> [Task item]: Write out every line below that contains "Describe".

> [Excerpted data]:
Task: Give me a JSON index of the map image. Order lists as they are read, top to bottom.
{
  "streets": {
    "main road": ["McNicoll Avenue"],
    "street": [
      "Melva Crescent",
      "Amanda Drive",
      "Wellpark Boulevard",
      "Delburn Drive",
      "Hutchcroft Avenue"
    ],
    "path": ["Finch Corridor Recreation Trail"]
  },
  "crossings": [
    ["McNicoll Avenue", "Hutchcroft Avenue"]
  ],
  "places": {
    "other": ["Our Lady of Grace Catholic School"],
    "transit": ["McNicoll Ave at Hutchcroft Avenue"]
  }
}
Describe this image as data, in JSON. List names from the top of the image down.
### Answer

---

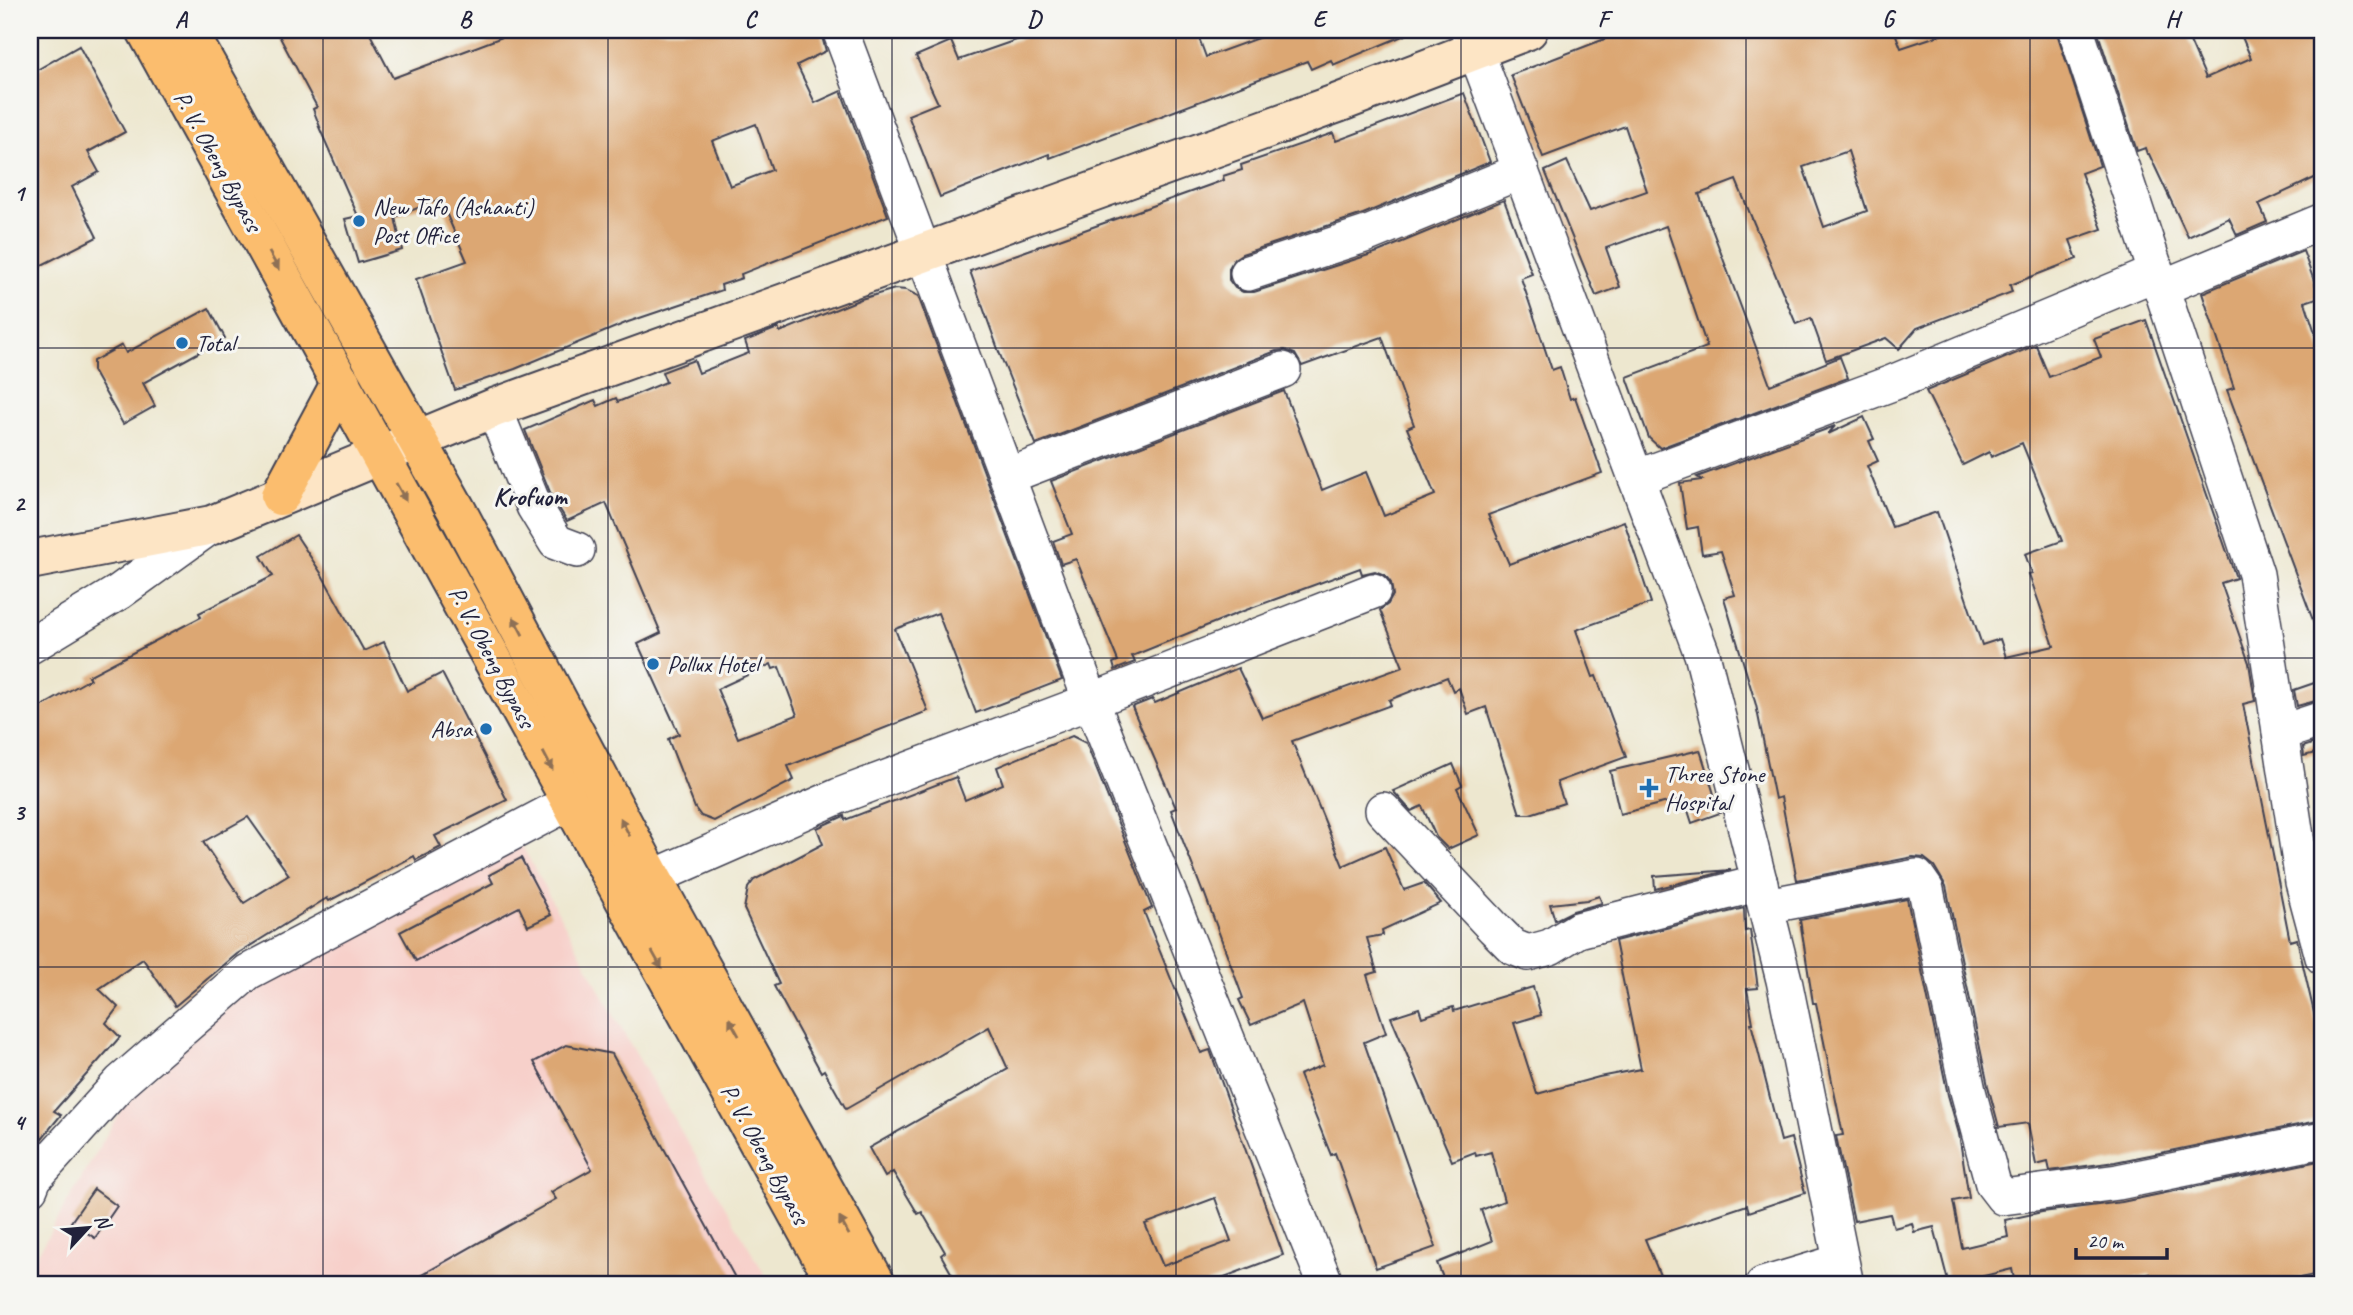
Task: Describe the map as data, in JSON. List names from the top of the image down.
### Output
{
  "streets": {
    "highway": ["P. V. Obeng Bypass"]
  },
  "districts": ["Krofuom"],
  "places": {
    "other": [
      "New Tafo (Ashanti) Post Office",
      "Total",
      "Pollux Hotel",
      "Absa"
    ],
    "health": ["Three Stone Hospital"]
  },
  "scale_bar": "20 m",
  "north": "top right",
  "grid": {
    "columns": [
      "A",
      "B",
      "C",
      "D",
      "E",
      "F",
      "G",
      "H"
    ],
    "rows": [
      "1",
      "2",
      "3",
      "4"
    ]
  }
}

> [Answer]:
Describe this image as data, in JSON. List names from the top of the image down.
Task: Describe the map as data, in JSON. List names from the top of the image down.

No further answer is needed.